Aquellos hombres habían sido transformados en forma tal, que estaban dispuestos a cumplir cualquier orden que se les diese, sin poder pensar siquiera en lo que estaban haciendo. Les había sido quitado e1 raciocinio.

Un militar sin escrúpulos les hubiese calificado probablemente con el nombre de soldados perfectos.

Monk y Ham sacaron sus revólveres, que para ese momento estaban cargados con balas verdaderas y no con las del tipo de gracia que los compañeros de Doc Savage empleaban generalmente. Sus pistolas de gracia les habían sido quitadas y las únicas armas que tenían eran las que habían arrebatado a los guardianes.

Pero en el momento en que sus compañeros levantaban sus revólveres, Doc les dió una orden enérgica.

—No tiren —gritó, mientras lanzaba al suelo su propia arma.— Nos rendimos.

Ham quedó boquiabierto. Monk miró a su jefe como si dudase de su sano juicio.

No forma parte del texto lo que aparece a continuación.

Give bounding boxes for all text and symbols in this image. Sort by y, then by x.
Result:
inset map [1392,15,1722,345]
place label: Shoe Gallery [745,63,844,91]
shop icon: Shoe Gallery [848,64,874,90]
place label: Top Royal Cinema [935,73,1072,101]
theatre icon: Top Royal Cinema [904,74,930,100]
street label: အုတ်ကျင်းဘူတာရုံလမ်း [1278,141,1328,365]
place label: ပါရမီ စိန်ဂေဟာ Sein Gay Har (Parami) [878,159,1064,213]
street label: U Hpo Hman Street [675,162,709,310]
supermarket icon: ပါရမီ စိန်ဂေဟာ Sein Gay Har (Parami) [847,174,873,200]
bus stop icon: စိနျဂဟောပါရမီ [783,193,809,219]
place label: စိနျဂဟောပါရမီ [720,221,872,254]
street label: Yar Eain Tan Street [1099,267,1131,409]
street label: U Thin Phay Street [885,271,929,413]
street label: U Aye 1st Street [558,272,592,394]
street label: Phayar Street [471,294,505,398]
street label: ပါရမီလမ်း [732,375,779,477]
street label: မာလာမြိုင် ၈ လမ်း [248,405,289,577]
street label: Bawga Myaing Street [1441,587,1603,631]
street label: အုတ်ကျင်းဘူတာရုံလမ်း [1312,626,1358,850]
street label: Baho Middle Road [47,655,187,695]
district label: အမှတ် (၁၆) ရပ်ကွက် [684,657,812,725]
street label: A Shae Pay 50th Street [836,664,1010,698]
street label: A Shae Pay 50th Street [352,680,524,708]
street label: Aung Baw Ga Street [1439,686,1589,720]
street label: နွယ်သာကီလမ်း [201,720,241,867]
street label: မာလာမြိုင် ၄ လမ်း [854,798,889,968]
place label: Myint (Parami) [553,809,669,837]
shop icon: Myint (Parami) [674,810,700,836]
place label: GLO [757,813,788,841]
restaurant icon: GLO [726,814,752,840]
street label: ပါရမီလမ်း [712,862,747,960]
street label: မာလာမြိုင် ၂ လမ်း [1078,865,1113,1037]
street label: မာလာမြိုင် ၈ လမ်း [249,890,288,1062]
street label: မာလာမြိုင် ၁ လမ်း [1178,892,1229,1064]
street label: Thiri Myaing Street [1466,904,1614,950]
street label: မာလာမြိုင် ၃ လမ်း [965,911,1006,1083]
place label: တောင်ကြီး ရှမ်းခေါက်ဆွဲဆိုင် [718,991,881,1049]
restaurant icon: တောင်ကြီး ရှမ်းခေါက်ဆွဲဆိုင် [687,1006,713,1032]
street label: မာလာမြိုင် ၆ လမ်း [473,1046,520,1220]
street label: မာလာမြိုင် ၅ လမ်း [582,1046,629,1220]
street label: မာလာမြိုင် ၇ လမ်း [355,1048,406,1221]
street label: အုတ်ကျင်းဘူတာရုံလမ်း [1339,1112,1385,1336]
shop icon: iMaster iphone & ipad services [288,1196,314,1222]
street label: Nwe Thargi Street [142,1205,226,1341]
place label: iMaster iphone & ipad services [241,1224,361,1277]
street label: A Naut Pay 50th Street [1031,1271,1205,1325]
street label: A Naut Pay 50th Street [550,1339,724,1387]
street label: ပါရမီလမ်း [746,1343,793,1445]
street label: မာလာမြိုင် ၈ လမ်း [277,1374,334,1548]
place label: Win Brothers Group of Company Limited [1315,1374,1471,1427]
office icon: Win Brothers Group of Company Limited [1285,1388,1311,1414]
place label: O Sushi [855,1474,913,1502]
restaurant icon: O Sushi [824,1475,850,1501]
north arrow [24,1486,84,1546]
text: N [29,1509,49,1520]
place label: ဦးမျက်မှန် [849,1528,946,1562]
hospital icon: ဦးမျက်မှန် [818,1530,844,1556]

—Pensé que obraría usted así —dijo en ese momento la voz de Traniv, que provenía desde la niebla.— Estaba seguro de que usted comprendería que esos hombres son muertos que andan.

Traniv soltó una carcajada, como si el asunto le divirtiese en grado sumo y, enseguida, prosiguió:

—En recompensa por la deferencia que usted ha tenido con ellos, le convertiré en un hombre así, mi estimado gigante de bronce.